Stored items:

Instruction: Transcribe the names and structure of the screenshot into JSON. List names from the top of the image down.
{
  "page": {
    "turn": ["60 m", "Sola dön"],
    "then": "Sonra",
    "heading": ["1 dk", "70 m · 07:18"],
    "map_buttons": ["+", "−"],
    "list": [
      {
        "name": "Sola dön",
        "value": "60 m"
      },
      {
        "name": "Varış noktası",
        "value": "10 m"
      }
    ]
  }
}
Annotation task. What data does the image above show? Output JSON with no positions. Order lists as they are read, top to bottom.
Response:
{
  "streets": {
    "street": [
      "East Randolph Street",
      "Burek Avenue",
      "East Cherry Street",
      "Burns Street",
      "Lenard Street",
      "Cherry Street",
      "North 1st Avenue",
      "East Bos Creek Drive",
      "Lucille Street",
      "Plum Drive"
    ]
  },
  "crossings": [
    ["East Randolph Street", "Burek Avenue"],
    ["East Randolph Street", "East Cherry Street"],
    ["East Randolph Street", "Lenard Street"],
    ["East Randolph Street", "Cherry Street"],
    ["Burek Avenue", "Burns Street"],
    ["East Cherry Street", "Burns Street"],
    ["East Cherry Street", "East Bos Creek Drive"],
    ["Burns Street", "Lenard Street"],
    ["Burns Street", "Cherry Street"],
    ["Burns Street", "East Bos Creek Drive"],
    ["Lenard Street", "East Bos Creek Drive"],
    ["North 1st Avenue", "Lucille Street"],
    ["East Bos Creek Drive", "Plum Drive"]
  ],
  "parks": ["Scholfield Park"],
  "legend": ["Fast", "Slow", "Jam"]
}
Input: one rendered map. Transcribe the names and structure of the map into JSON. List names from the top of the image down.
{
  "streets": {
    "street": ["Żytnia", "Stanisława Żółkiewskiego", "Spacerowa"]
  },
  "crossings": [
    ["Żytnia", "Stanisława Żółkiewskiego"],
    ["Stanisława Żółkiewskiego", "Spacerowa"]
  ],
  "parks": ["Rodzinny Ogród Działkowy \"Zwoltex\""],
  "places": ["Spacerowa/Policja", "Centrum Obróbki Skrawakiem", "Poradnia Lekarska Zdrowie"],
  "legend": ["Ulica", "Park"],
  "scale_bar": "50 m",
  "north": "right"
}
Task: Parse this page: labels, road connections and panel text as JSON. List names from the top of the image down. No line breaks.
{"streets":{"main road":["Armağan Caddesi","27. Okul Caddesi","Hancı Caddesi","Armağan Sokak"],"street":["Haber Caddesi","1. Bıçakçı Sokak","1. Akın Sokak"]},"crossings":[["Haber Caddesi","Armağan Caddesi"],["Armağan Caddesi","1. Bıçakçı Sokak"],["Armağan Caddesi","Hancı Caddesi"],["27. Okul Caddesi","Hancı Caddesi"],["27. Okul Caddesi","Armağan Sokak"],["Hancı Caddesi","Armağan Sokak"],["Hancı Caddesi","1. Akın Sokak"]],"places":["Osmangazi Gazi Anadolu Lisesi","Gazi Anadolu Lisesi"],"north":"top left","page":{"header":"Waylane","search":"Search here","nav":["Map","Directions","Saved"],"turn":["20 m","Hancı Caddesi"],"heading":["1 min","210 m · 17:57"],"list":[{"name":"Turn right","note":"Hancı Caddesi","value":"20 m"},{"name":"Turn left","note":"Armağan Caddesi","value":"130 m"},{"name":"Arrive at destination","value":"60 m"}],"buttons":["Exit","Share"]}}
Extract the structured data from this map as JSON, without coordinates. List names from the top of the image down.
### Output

The problem: Using the records above, output exactly the lines from the one containing "Task: Parse this" through the last line, and no others.

Task answer:
Task: Parse this page: labels, road connections and panel text as JSON. List names from the top of the image down. No line breaks.
{"streets":{"main road":["Armağan Caddesi","27. Okul Caddesi","Hancı Caddesi","Armağan Sokak"],"street":["Haber Caddesi","1. Bıçakçı Sokak","1. Akın Sokak"]},"crossings":[["Haber Caddesi","Armağan Caddesi"],["Armağan Caddesi","1. Bıçakçı Sokak"],["Armağan Caddesi","Hancı Caddesi"],["27. Okul Caddesi","Hancı Caddesi"],["27. Okul Caddesi","Armağan Sokak"],["Hancı Caddesi","Armağan Sokak"],["Hancı Caddesi","1. Akın Sokak"]],"places":["Osmangazi Gazi Anadolu Lisesi","Gazi Anadolu Lisesi"],"north":"top left","page":{"header":"Waylane","search":"Search here","nav":["Map","Directions","Saved"],"turn":["20 m","Hancı Caddesi"],"heading":["1 min","210 m · 17:57"],"list":[{"name":"Turn right","note":"Hancı Caddesi","value":"20 m"},{"name":"Turn left","note":"Armağan Caddesi","value":"130 m"},{"name":"Arrive at destination","value":"60 m"}],"buttons":["Exit","Share"]}}
Extract the structured data from this map as JSON, without coordinates. List names from the top of the image down.
### Output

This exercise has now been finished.